Before we go much further, a word about relay (board?)s are in order.  There's a normally-open, a ground, and a normally-closed connector for each relay.  Connect to the normally open side and the solenoid would be open except when you tell it to close.  Connect to the normally-closed side and it'd be open only when you tell it to open.  That was a snafu that seems obvious once you figure out how to correct it.  Hopefully I saved you a bit of time.

After a couple of failures, I managed to get the raspberry pi to drive the relay board that in turn controlled the solenoid.  I wired one lead from the 110v-to-24v wall-wart to the solenoid and the other to the normally-closed side of the relay.  I wired the remaining side of the solenoid to the ground/middle side of the relay board.  I then connected the appropriate gpio pins on the raspberry pi (gpio 17, gnd, and 5v) to the relay board (in1, gnd, and vss). 

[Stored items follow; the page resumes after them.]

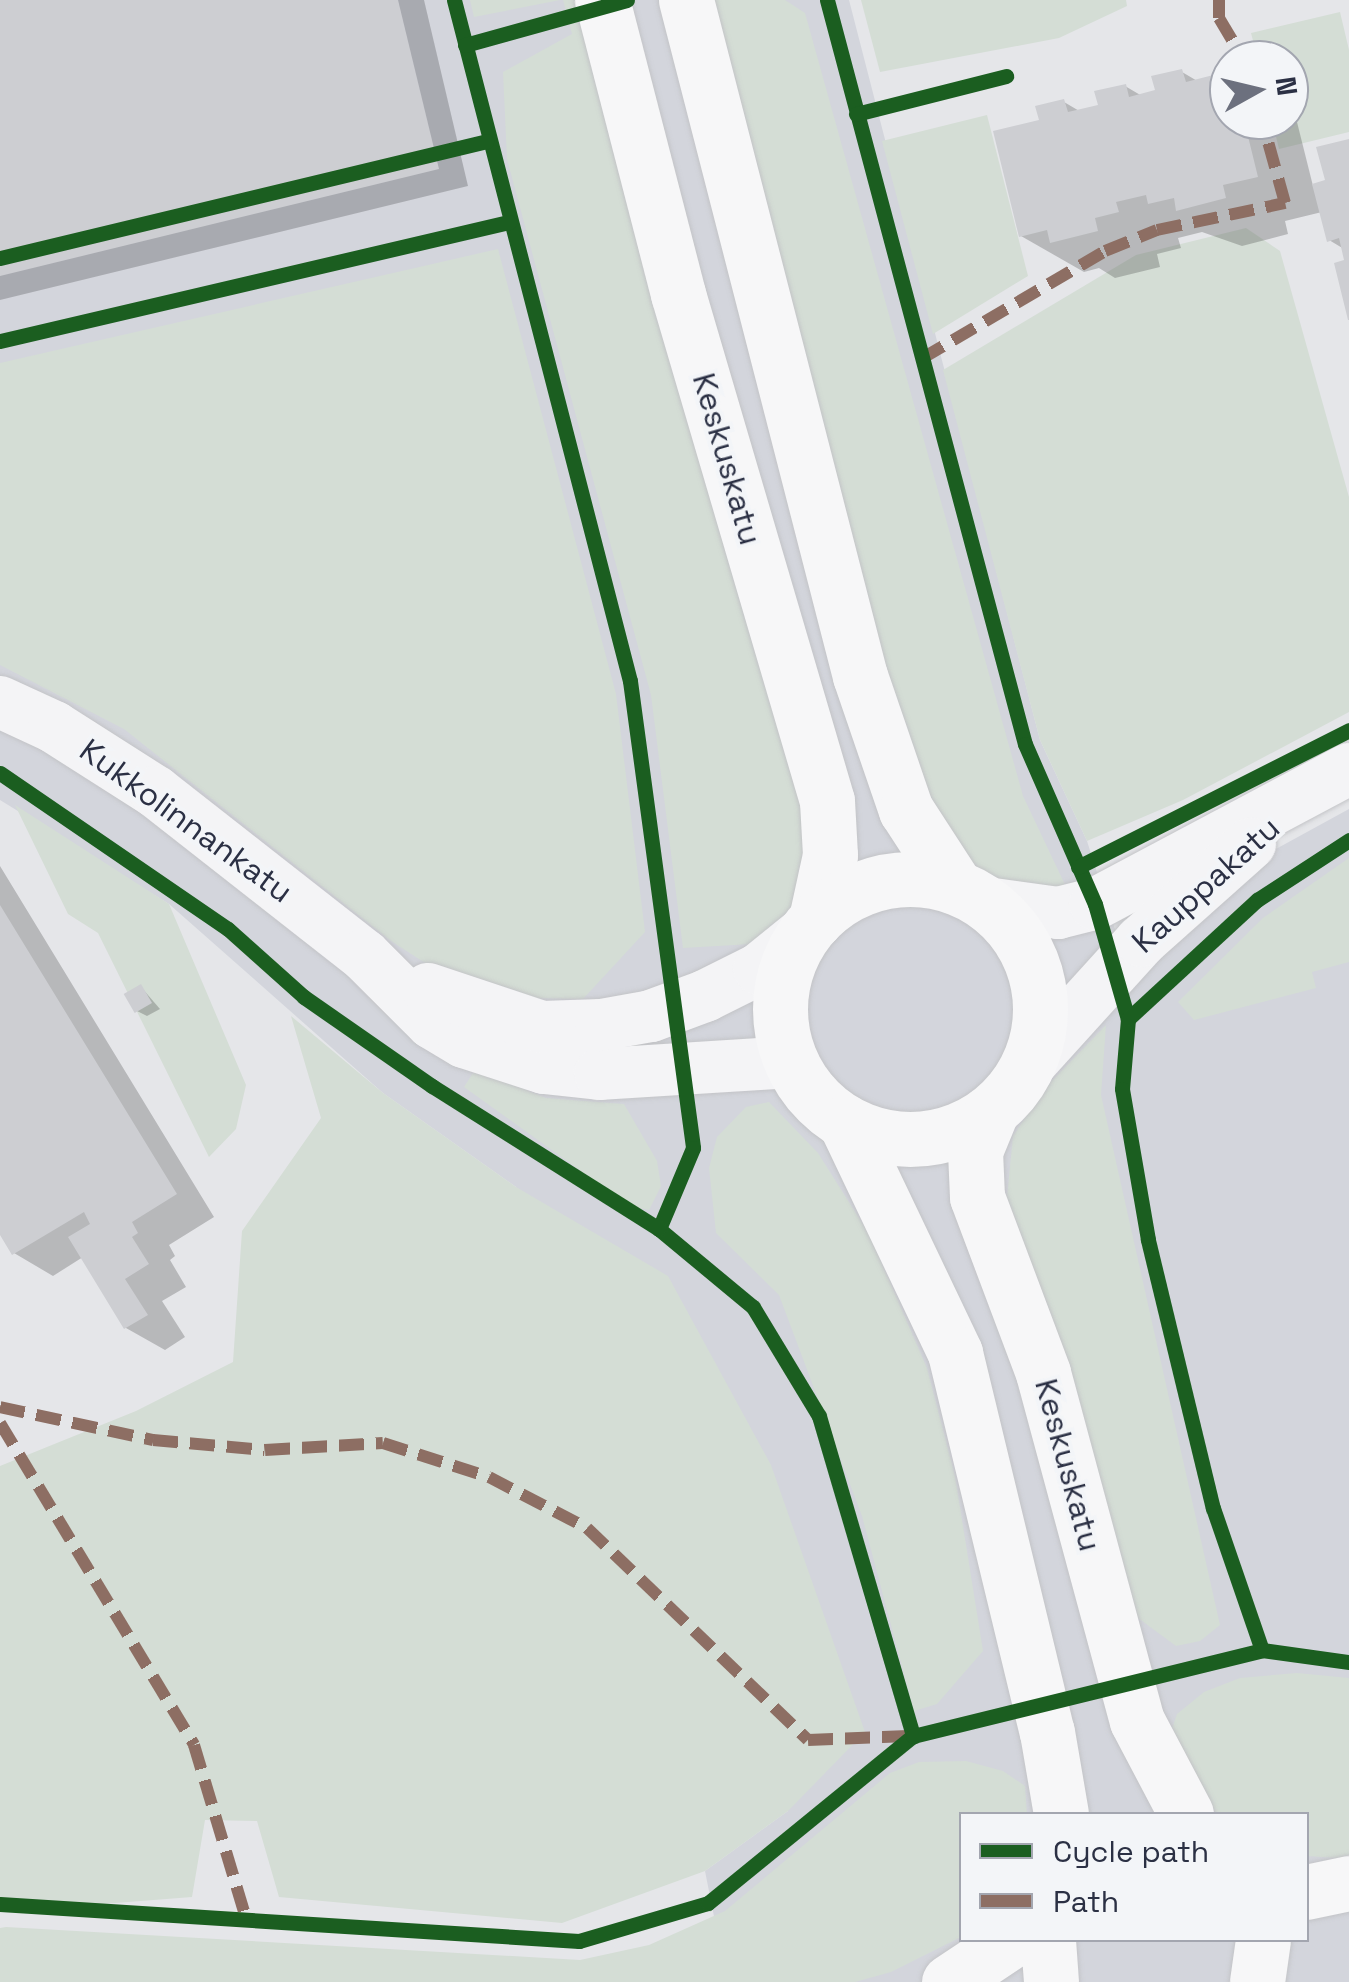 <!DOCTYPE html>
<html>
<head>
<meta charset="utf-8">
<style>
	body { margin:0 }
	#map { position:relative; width:1349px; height:1982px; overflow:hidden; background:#e5e6e9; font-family:"Space Grotesk",sans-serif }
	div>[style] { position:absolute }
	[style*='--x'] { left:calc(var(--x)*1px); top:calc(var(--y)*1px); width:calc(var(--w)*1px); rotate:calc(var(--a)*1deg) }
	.built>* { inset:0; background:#d3d5dc }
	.green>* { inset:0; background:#d4ddd5 }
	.shadow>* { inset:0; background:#0003 }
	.building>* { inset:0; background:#cdced2; transform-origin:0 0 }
	.roads { filter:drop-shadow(0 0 2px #c3c4c7) drop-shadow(0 0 2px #c3c4c7) }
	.minor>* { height:52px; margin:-26px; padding:0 26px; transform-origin:26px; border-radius:26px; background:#f4f4f6 }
	.major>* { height:55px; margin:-27.5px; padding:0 27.5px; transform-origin:27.5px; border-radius:27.5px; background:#f7f7f8 }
	.major>.ring { margin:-27.5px; padding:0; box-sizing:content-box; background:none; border:55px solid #f7f7f8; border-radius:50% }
	.quiet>* { height:12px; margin-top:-6px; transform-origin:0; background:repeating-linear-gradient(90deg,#8d6e63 0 25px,transparent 0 37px) }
	.cycleway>* { height:15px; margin:-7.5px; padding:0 7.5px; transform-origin:7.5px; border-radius:7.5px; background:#1b5e20 }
	span { translate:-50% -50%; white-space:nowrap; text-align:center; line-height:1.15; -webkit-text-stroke:8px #f3f5f8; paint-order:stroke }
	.street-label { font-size:32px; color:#2b3044 }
	.legend { position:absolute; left:959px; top:1812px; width:350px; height:130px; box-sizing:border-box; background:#f3f5f8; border:2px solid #a3a6b0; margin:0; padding:12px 18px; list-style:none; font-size:30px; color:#2b3044 }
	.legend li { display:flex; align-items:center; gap:20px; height:50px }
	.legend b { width:50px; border:2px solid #a3a6b0 }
	.north { position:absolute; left:1209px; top:40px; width:100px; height:100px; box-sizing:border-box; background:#f3f5f8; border:2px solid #a3a6b0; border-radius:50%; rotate:82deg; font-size:28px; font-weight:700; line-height:40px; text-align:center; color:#2b3044 }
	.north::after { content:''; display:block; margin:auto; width:35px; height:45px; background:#6c707e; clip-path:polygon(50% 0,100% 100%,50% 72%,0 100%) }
</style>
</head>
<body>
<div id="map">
	<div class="built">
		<i style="clip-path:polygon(evenodd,0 0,849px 0,1040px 740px,1087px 841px,1117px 936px,1349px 809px,1349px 1982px,727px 1982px,705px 1871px,788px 1811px,516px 1187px,383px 1093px,169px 904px,0 800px,0 0,962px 1814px,1306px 1814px,1306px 1940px,962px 1940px,962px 1814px)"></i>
	</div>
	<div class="green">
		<i style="clip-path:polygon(470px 0,560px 0,474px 17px)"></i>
		<i style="clip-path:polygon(563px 0,582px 0,809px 803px,798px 897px,782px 922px,753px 944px,683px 948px,651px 695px,507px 159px,503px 72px,572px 34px)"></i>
		<i style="clip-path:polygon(704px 0,785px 0,805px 13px,1023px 796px,1068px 891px,1014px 887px,972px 866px,941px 831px,903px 744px)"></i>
		<i style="clip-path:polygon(861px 0,1126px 0,1127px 6px,1059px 38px,880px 72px)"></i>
		<i style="clip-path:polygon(1340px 12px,1349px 50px,1349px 132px,1279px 149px,1272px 120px,1289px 120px,1289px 60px,1258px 60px,1251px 33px)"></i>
		<i style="clip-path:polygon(987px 115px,1028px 276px,933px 334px,882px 141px)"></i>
		<i style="clip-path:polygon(1246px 228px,1280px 251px,1349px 497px,1349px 712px,1183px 800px,1087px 841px,1040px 740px,943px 370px,1136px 255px)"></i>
		<i style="clip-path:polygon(498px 249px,616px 694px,645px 932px,583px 999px,535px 998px,450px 979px,391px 941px,124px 729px,0 665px,0 363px)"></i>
		<i style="clip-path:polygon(15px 805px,169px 904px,246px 1085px,236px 1129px,209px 1157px,98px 933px,68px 914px)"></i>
		<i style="clip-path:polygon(1349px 858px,1349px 962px,1312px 972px,1316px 988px,1194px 1020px,1178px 1002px,1263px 918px)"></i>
		<i style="clip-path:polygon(291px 1016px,383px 1093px,516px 1187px,668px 1276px,771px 1465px,865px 1732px,788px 1811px,705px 1871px,562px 1923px,279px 1897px,257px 1821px,205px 1820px,192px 1897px,0 1912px,0 1466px,136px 1411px,233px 1362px,242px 1231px,321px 1118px)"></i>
		<i style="clip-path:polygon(1106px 1025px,1101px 1095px,1220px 1625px,1200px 1641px,1176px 1646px,1138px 1618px,1054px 1332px,1006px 1207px,1013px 1136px,1044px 1089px)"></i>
		<i style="clip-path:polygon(475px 1070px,546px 1098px,624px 1104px,657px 1161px,661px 1186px,649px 1210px,630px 1206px,464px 1087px)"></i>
		<i style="clip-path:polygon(769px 1102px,818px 1153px,869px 1234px,927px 1368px,955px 1476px,983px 1651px,937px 1704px,914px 1711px,862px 1516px,779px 1295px,716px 1233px,709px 1168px,717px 1137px,746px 1107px)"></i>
		<i style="clip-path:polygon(1297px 1673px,1349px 1678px,1349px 1855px,1338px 1858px,1307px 1856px,1306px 1814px,1217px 1814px,1167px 1743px,1177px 1714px,1204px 1692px,1240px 1678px)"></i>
		<i style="clip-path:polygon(966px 1761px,1003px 1771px,1025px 1786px,1027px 1814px,962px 1814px,961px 1937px,891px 1972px,855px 1982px,0 1982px,0 1928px,6px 1927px,580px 1960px,649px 1945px,725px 1911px,890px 1773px,919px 1762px)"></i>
	</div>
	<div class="shadow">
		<i style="clip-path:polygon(0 0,424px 0,468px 186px,0 300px)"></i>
		<i style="clip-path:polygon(1182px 72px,1199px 82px,1229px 74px,1229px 120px,1289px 120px,1289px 107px,1294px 110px,1313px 186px,1328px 182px,1349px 141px,1349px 315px,1344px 249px,1329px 240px,1322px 212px,1285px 221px,1288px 234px,1242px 246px,1202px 232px,1178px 238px,1181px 248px,1157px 254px,1160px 267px,1115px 278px,1099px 268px,1084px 272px,1021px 236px,1042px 122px,1064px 102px,1081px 112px,1101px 107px,1125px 86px,1142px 96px,1158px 92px)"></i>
		<i style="clip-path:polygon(0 866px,214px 1217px,169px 1245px,175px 1256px,170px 1260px,186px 1287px,162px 1301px,185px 1337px,165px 1350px,126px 1328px,83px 1257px,53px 1276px,14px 1253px,0 1230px)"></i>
		<i style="clip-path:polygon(141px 987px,160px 1009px,147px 1016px,137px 1011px)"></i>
	</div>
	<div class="building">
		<i style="clip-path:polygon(0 0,398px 0,439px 169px,0 276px)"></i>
		<i style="clip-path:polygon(1182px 69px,1186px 82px,1229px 71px,1229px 120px,1244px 120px,1258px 177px,1223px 185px,1226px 198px,1176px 211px,1174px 198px,1148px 204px,1146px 195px,1116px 202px,1119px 212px,1095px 218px,1098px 231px,1050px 243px,1047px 230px,1019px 237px,993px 131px,1039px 120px,1035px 106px,1064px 99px,1068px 112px,1098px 105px,1094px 91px,1126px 84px,1129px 97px,1155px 90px,1151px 76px)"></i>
		<i style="clip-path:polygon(1349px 139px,1349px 320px,1348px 320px,1334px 263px,1344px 260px,1339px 238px,1327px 242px,1312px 184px,1325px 180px,1316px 147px)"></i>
		<i style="clip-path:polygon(0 905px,177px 1194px,132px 1222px,138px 1233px,132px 1237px,149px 1264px,125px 1279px,148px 1315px,124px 1329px,68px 1237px,90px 1224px,84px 1212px,12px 1255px,0 1235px)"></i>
		<i style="left:141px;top:984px;width:22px;height:20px;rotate:60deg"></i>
	</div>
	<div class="roads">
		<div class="minor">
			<i style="--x:0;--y:702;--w:60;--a:24.8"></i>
			<i style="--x:54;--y:727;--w:121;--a:32.5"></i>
			<i style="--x:156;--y:792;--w:264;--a:38.1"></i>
			<i style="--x:364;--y:955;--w:96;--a:45"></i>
			<i style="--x:432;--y:1023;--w:37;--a:31"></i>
			<i style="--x:464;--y:1042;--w:84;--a:18"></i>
			<i style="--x:544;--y:1068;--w:56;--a:6.1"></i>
			<i style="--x:600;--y:1074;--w:190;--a:-3.6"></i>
			<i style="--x:986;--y:903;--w:73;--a:7.9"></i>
			<i style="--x:1058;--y:913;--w:38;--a:-14"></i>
			<i style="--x:1095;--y:904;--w:288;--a:-28"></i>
			<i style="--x:428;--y:989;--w:120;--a:18.4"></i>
			<i style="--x:542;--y:1027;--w:59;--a:-1.9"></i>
			<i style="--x:601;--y:1025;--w:51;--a:-10.2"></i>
			<i style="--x:651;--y:1016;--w:58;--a:-20.3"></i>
			<i style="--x:705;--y:996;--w:60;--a:-26.6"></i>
			<i style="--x:759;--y:969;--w:60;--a:-39"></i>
			<i style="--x:1026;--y:1068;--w:171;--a:-47.8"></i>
			<i style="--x:1141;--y:941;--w:146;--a:-41.7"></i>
		</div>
		<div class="major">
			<i style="--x:602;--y:0;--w:304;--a:75.5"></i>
			<i style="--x:678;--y:294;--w:528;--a:73.62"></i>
			<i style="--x:827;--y:801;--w:54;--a:86.8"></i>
			<i style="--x:830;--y:855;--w:66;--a:102.3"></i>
			<i style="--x:686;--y:0;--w:698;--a:75.57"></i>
			<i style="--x:860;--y:676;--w:142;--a:71.1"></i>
			<i style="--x:906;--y:810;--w:92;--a:57"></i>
			<i class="ring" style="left:780px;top:879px;width:205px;height:205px"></i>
			<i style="--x:991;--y:1112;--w:42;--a:112.3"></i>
			<i style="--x:975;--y:1151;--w:46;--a:87.5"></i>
			<i style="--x:977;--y:1197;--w:188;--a:69.4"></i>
			<i style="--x:1043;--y:1373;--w:360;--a:74.9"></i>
			<i style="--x:1137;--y:1721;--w:105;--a:62.2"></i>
			<i style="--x:845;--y:1122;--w:256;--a:64.5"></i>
			<i style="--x:955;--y:1353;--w:390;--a:76.4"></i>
			<i style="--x:1047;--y:1732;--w:83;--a:80.3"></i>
			<i style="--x:1306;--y:1892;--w:44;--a:-11.8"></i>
			<i style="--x:1048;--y:1940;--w:42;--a:85.9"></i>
			<i style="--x:949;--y:1982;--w:76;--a:-33.7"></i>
			<i style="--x:1257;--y:1982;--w:42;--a:-81.9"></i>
		</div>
	</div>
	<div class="quiet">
		<i style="--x:1219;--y:0;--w:18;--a:90"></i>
		<i style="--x:1219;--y:18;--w:49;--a:59.2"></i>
		<i style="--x:921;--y:359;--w:213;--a:-30.4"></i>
		<i style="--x:1105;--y:251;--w:56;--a:-22"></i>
		<i style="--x:1157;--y:230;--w:131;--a:-11.9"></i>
		<i style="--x:1285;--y:203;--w:86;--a:-105.5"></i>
		<i style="--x:0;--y:1407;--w:157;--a:12.2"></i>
		<i style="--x:153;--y:1440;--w:112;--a:5.1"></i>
		<i style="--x:265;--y:1450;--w:118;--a:-3.4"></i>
		<i style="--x:383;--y:1443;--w:111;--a:17.8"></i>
		<i style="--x:489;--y:1477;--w:110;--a:27.5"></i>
		<i style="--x:587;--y:1528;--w:306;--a:43.8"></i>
		<i style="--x:808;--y:1740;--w:100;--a:-2.3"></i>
		<i style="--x:0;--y:1423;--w:376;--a:58.9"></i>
		<i style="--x:194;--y:1745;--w:177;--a:73.3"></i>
	</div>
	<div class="cycleway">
		<i style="--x:454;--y:0;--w:703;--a:75.51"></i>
		<i style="--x:630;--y:681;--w:471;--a:82.3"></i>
		<i style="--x:693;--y:1148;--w:88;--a:112.8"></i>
		<i style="--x:659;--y:1229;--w:122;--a:39.7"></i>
		<i style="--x:753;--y:1307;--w:127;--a:58.8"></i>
		<i style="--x:819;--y:1416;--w:334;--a:73.6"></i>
		<i style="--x:827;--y:0;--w:770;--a:75.1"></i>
		<i style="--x:1025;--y:744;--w:175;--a:66.4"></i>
		<i style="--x:1095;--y:904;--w:120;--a:74"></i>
		<i style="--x:1128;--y:1019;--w:70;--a:94.9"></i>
		<i style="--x:1122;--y:1089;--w:153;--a:80.2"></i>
		<i style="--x:1148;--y:1240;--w:276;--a:76.4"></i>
		<i style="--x:1213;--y:1508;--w:150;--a:71"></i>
		<i style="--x:465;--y:45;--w:168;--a:-15.5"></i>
		<i style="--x:856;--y:114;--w:155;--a:-14.2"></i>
		<i style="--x:0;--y:258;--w:500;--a:-13.5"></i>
		<i style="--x:0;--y:341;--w:523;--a:-13.16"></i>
		<i style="--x:0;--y:773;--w:276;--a:34.4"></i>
		<i style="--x:228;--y:929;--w:102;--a:41.8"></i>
		<i style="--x:304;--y:997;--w:156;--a:34.8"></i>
		<i style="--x:432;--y:1086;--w:268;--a:32.2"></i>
		<i style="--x:1078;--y:867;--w:304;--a:-26.8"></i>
		<i style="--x:1128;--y:1019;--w:176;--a:-42.7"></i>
		<i style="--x:1257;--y:900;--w:110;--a:-33.1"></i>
		<i style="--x:0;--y:1904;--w:580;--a:3.66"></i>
		<i style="--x:579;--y:1941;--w:134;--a:-16.4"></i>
		<i style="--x:708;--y:1903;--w:264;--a:-39.2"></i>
		<i style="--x:913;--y:1736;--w:359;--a:-13.8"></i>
		<i style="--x:1262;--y:1650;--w:88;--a:7.9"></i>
	</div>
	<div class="street-label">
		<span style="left:727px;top:459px;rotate:74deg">Keskuskatu</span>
		<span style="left:186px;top:821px;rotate:36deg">Kukkolinnankatu</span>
		<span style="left:1206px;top:885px;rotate:-42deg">Kauppakatu</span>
		<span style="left:1068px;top:1465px;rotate:75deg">Keskuskatu</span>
	</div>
	<ul class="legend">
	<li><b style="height:12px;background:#1b5e20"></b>Cycle path</li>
	<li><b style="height:12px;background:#8d6e63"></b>Path</li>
	</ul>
	<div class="north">N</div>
</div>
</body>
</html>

The control of the relay board via linux bash commands are a bit arcane and tedious, but it's going to be scripted so that I don't have to type them directly and this keeps me from depending on an extra software package.  I'll be happy to provide details if anyone's interested.  I doubt many folks have gotten this far in the post anyway.

I'm hoping to buy some furrowing strips of 1x at the big box this week and build a propagation chamber covered in plastic in my greenhouse ...though there's nothing else in my greenhouse at the moment so I'm tempted just to use the whole thing.  I have pvc-coupling mist nozzles arriving today and will hopefully get things cemented in place soon.  I'm going to make sure to put as much of the brains in a project box to hopefully protect it from any water issues.  I don't know how it'll handle any heat that builds up.

Wish me luck.  If anybody's interested and something's not clear, let me know.

Pictures or it didn't happen.

Still no pics, but its 99% complete.  I need to fasten the pvc so it doesn't move (and always points down), but I **CAN** use it now.  Also, I've got the electronics in a project box, and a fan in it to hopefully keep everything from overheating.  I ended up getting 2 dht22 temperature and humidity sensors.  Since I have those, I opted to operate this based on humidity level, rather than time.  Brent Walston mentioned that a humidistat controlled propagation chamber is preferred over traditional intermittent mist.  Mine is set up so that if humidity levels are low, it mists for longer.  My times are arbitrary right now, but it probably won't take much manipulating to get it right.

Every 10 minutes I check.  If humidity is:
<55% : 45 seconds of mist
<70% : 30 seconds
<90% : 15 seconds

I'm going to let that run tomorrow and see how it does.  If it isn't doing anything strange, I might start some A.palmatum Sango kaku cuttings sooner than later.